## What is expected
Look at the data below and print exactly the lines from its first line through the line with "0,100% 100%,50% 72%,0"; the pictures stay out of the copy.

## Records excerpted from a collection
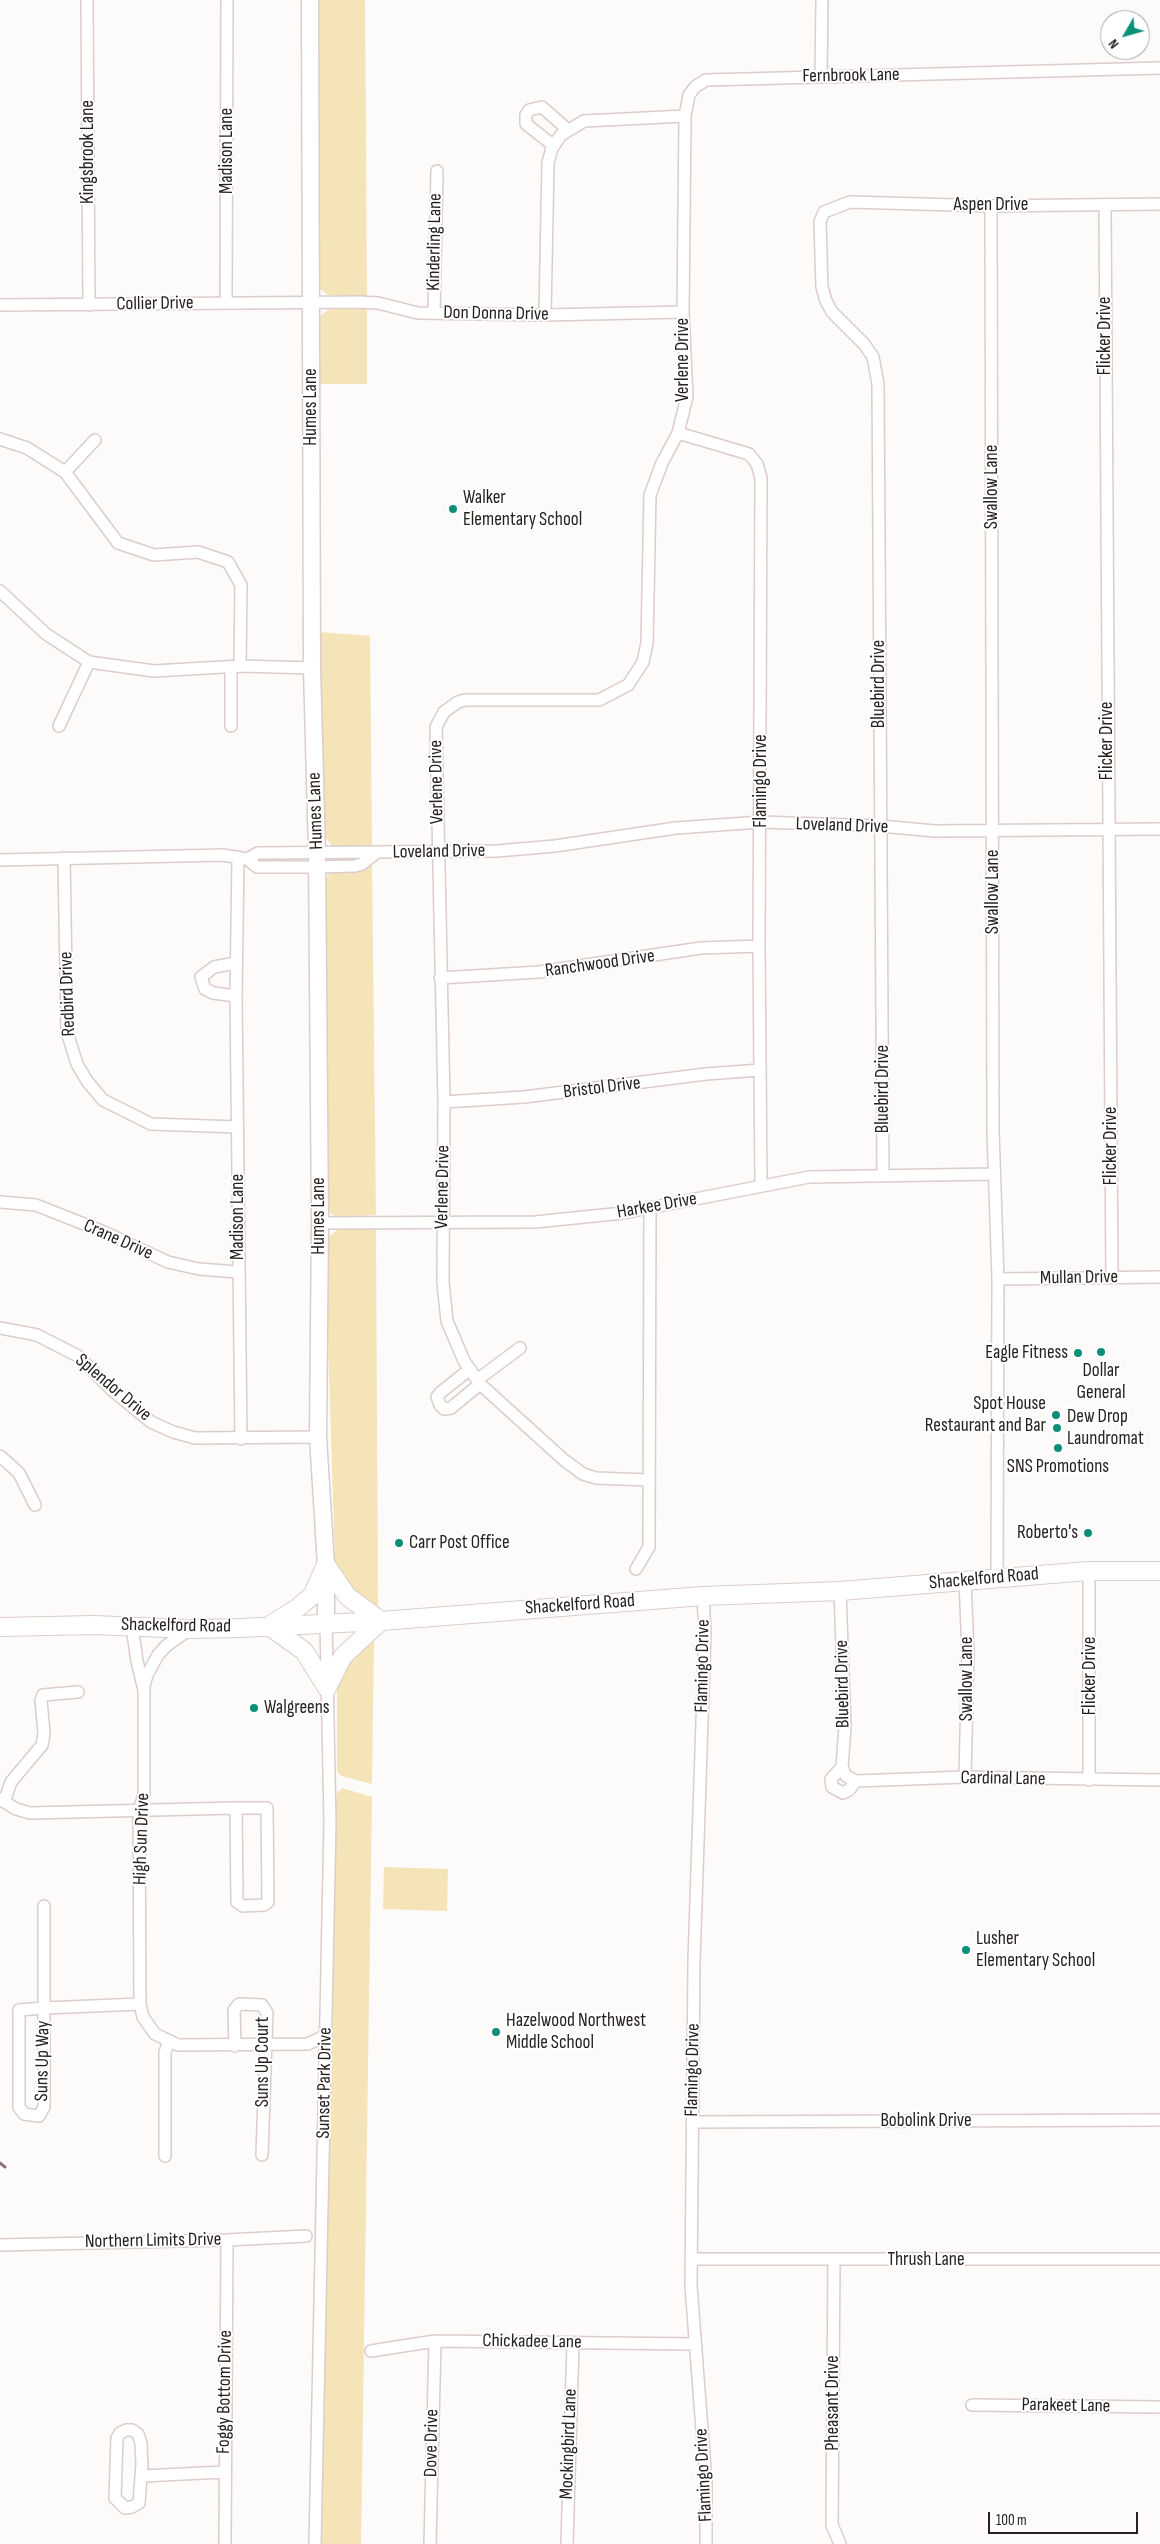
<!DOCTYPE html>
<style>
body{margin:0}
#map{position:relative;width:1160px;height:2544px;overflow:hidden;background:#fdfafa;font-family:"Sofia Sans Condensed",sans-serif}
canvas{display:block}
.north{position:absolute;left:1100px;top:10px;width:50px;height:50px;box-sizing:border-box;background:#fff;border:1px solid #a8a6a5;border-radius:50%;rotate:232deg;font-size:14px;font-weight:700;line-height:20px;text-align:center;color:#26211f}
.north::after{content:'';display:block;margin:auto;width:18px;height:22px;background:#0b8f76;clip-path:polygon(50% 0,100% 100%,50% 72%,0 100%)}
.scale{position:absolute;left:988px;top:2512px;width:150px;height:22px;box-sizing:border-box;border:2px solid #26211f;border-top:0;padding-left:6px;font-size:15px;line-height:18px;white-space:nowrap;color:#26211f;-webkit-text-stroke:4px #fff;paint-order:stroke}
</style>
<div id="map">
<canvas width="1160" height="2544"></canvas>
<div class="north">N</div>
<div class="scale">100 m</div>
</div>
<script>
const c = document.querySelector('canvas').getContext('2d');
c.lineJoin = 'round';
function fillPath(path, color) { c.fillStyle = color; c.fill(path, 'evenodd'); }
const poly = rows => new Path2D(rows.map(r => 'M' + r).join(''));
function strokePath(path, color, width, dash) { c.strokeStyle = color; c.lineWidth = width; c.lineCap = dash ? 'butt' : 'round'; c.setLineDash(dash || []); c.stroke(path); }
function write(font, color, halo, rows, align = 'center') {
  c.font = font + ' "Sofia Sans Condensed",sans-serif'; c.lineWidth = 4; c.setLineDash([]); c.textBaseline = 'middle'; c.strokeStyle = halo; c.fillStyle = color; for (const [text, x, y, turn = 0] of rows) {
    c.save(); c.translate(x, y); c.rotate((+turn || 0) * Math.PI / 180); c.textAlign = isNaN(turn) ? turn : align; if (halo) c.strokeText(text, 0, 0); c.fillText(text, 0, 0); c.restore();
  }
}
fillPath(poly([
 [315,0,365,0,367,297,328,295,318,287],
 [333,307,367,307,367,384,319,384,318,323,321,315],
 [319,632,370,636,372,848,333,847,321,831],
 [372,864,376,1215,337,1217,330,1213,325,1205,323,884,328,875,334,870,360,868],
 [340,1228,376,1228,378,1608,360,1601,335,1565,325,1245,327,1238],
 [374,1637,372,1784,342,1776,337,1772,337,1673],
 [342,1788,372,1797,361,2544,319,2544,336,1802,337,1793],
 [384,1867,448,1869,447,1911,383,1909]
]), '#f4e4b7');
strokePath(poly([
 [0,2163,5,2167]
]), '#906e84', 3);
const street = poly([
 [87,0,89,305],
 [821,77,822,0],
 [554,146,526,124,526,115,529,110,542,107,568,130],
 [1105,205,1112,1277],
 [991,206,993,1130,998,1279,997,1577],
 [226,303,227,0],
 [0,305,360,302,378,303,418,313,545,315,683,312],
 [434,313,437,171],
 [545,315,548,163,552,148,561,135,584,121,685,116],
 [678,433,749,454,757,464,761,478,759,946,761,1185],
 [0,439,27,448,65,472,118,543,154,555,198,552,228,562,241,585,240,666],
 [65,472,95,440],
 [0,591,46,634,89,662,154,671,240,666,312,668],
 [59,726,89,662],
 [231,726,231,667],
 [238,857,236,996,241,1439],
 [64,858,67,1032,77,1064,87,1081,103,1100,151,1124,237,1127],
 [247,859,258,853,497,851,555,846,676,828,761,822,880,826,935,831,1160,829],
 [0,860,223,855,247,859,257,867,317,867,355,866,362,864,376,853],
 [440,978,539,972,701,948,759,946],
 [236,996,213,993,205,989,201,977,214,967,236,963],
 [444,1102,524,1097,706,1074,760,1070],
 [883,1176,878,384,873,357,864,344,832,312,826,301,822,287,820,222,824,212,850,202,991,206,1160,204],
 [0,1202,36,1205,104,1232,168,1262,199,1269,238,1272],
 [320,1223,535,1222,623,1213,809,1177,994,1174],
 [998,1279,1160,1277],
 [0,1328,37,1335,78,1356,112,1390,151,1422,173,1432,195,1438,318,1437],
 [470,1369,440,1393,437,1397,440,1405,444,1409,451,1408,480,1384],
 [477,1380,520,1348],
 [0,1456,19,1473,35,1505],
 [648,1480,596,1478,583,1474,564,1460,480,1384,464,1361,447,1321,443,1283,444,1102,436,727,444,712,458,702,465,700,599,700,628,685,643,662,647,643,650,495,662,463,678,433,687,397,683,312,685,116,689,95,695,87,706,80,1160,68],
 [636,1569,649,1547,650,1208],
 [965,1581,968,1653,965,1777],
 [840,1591,845,1727,842,1767,846,1776,856,1781,965,1777,1160,1780],
 [703,1596,705,1632,694,1961,691,2286,706,2482,706,2544],
 [132,1626,137,1661,144,1690,144,1794,139,1811,140,2004,143,2017,155,2034,178,2045,308,2044,326,2035],
 [144,1686,147,1675,158,1655,166,1646,190,1629],
 [842,1767,831,1779,832,1787,843,1793,849,1790,856,1781],
 [1089,1780,1089,1571],
 [0,1799,16,1809,30,1813,236,1808,267,1808,268,1902,264,1905,243,1906,237,1902,236,1808],
 [4,1802,11,1782,42,1745,44,1733,41,1700,43,1695,78,1692],
 [44,1906,44,2107,39,2116,24,2114,19,2107,19,2010,44,2008,140,2004],
 [235,2046,234,2010,239,2004,262,2005,267,2013,262,2155],
 [692,2122,1160,2120],
 [165,2156,165,2052,169,2041],
 [0,2245,227,2240,306,2236],
 [692,2259,1160,2259],
 [834,2260,832,2525,840,2544],
 [371,2351,435,2341,695,2344],
 [972,2405,1160,2407],
 [126,2430,132,2430,138,2434,141,2443,142,2464,139,2503,132,2507,125,2508,115,2498,117,2438,120,2433,126,2430],
 [142,2476,224,2472],
 [225,2544,227,2240],
 [315,2544,330,1823,326,1623],
 [430,2544,435,2341],
 [567,2544,573,2343]
]);
const secondary = poly([
 [310,0,312,668,317,853,320,1223,318,1437,326,1565,326,1623]
]);
const primary = poly([
 [326,1565,347,1596,381,1621],
 [272,1624,296,1609,312,1596,326,1565],
 [269,1626,304,1651,327,1688],
 [0,1627,94,1625,190,1629,241,1628,381,1621,703,1596,840,1591,1089,1571,1160,1571],
 [327,1688,343,1656,381,1621]
]);
strokePath(street, '#dbcdca', 14);
strokePath(secondary, '#dbcdca', 19);
strokePath(primary, '#dbcdca', 20);
strokePath(street, '#fff', 11);
strokePath(secondary, '#fff', 16);
strokePath(primary, '#fff', 18);
for (const [x, y, r, color] of [
 [453,509,5,"#0b8f76"],
 [1101,1352,5,"#0b8f76"],
 [1078,1353,5,"#0b8f76"],
 [1056,1415,5,"#0b8f76"],
 [1057,1428,5,"#0b8f76"],
 [1058,1448,5,"#0b8f76"],
 [1088,1533,5,"#0b8f76"],
 [399,1543,5,"#0b8f76"],
 [254,1708,5,"#0b8f76"],
 [966,1950,5,"#0b8f76"],
 [496,2032,5,"#0b8f76"]
]) { const dot = new Path2D(); dot.arc(x, y, r, 0, 2 * Math.PI); c.fillStyle = color; c.fill(dot); strokePath(dot, '#fff', 2); }
write('19px', '#26211f', '#fff', [
 ["Fernbrook Lane",851,76,-1],
 ["Madison Lane",227,151,-90],
 ["Kingsbrook Lane",88,152,-90],
 ["Aspen Drive",991,205],
 ["Kinderling Lane",435,242,-89],
 ["Collier Drive",155,304,-1],
 ["Don Donna Drive",496,314,1],
 ["Flicker Drive",1105,336,-90],
 ["Verlene Drive",683,360,-90],
 ["Humes Lane",311,407,-90],
 ["Swallow Lane",992,487,-90],
 ["Bluebird Drive",879,684,-90],
 ["Flicker Drive",1107,741,-90],
 ["Flamingo Drive",761,781,-90],
 ["Verlene Drive",437,782,-91],
 ["Humes Lane",316,811,-92],
 ["Loveland Drive",842,826,2],
 ["Loveland Drive",439,852,-1],
 ["Swallow Lane",993,892,-90],
 ["Ranchwood Drive",600,964,-8],
 ["Redbird Drive",68,994,-92],
 ["Bristol Drive",602,1088,-7],
 ["Bluebird Drive",883,1089,-90],
 ["Flicker Drive",1111,1146,-90],
 ["Verlene Drive",443,1187,-89],
 ["Harkee Drive",657,1206,-10],
 ["Humes Lane",319,1216,-90],
 ["Madison Lane",238,1217,-90],
 ["Crane Drive",118,1240,24],
 ["Mullan Drive",1079,1278,-1],
 ["Splendor Drive",113,1388,40],
 ["Shackelford Road",984,1579,-5],
 ["Shackelford Road",580,1605,-4],
 ["Shackelford Road",176,1626,1],
 ["Flamingo Drive",703,1666,-89],
 ["Flicker Drive",1090,1676,-90],
 ["Swallow Lane",967,1679,-90],
 ["Bluebird Drive",843,1684,-91],
 ["Cardinal Lane",1003,1779,1],
 ["High Sun Drive",142,1839,-88],
 ["Suns Up Way",43,2061,-89],
 ["Suns Up Court",263,2062,-90],
 ["Flamingo Drive",693,2070,-89],
 ["Sunset Park Drive",325,2083,-89],
 ["Bobolink Drive",926,2121],
 ["Northern Limits Drive",153,2241,-1],
 ["Thrush Lane",926,2260],
 ["Chickadee Lane",532,2342,1],
 ["Foggy Bottom Drive",225,2392,-89],
 ["Pheasant Drive",833,2403,-90],
 ["Parakeet Lane",1066,2406,1],
 ["Dove Drive",432,2443,-89],
 ["Mockingbird Lane",569,2444,-88],
 ["Flamingo Drive",704,2475,-93]
]);
write('19px', '#26211f', '#fff', [
 ["Walker",463,498],
 ["Elementary School",463,520],
 ["Eagle Fitness",1068,1353,"right"],
 ["Dollar",1101,1371,"center"],
 ["General",1101,1393,"center"],
 ["Spot House",1046,1404,"right"],
 ["Restaurant and Bar",1046,1426,"right"],
 ["Dew Drop",1067,1417],
 ["Laundromat",1067,1439],
 ["SNS Promotions",1058,1467,"center"],
 ["Roberto's",1078,1533,"right"],
 ["Carr Post Office",409,1543],
 ["Walgreens",264,1708],
 ["Lusher",976,1939],
 ["Elementary School",976,1961],
 ["Hazelwood Northwest",506,2021],
 ["Middle School",506,2043]
], 'left');
</script>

## Answer to the problem
<!DOCTYPE html>
<style>
body{margin:0}
#map{position:relative;width:1160px;height:2544px;overflow:hidden;background:#fdfafa;font-family:"Sofia Sans Condensed",sans-serif}
canvas{display:block}
.north{position:absolute;left:1100px;top:10px;width:50px;height:50px;box-sizing:border-box;background:#fff;border:1px solid #a8a6a5;border-radius:50%;rotate:232deg;font-size:14px;font-weight:700;line-height:20px;text-align:center;color:#26211f}
.north::after{content:'';display:block;margin:auto;width:18px;height:22px;background:#0b8f76;clip-path:polygon(50% 0,100% 100%,50% 72%,0 100%)}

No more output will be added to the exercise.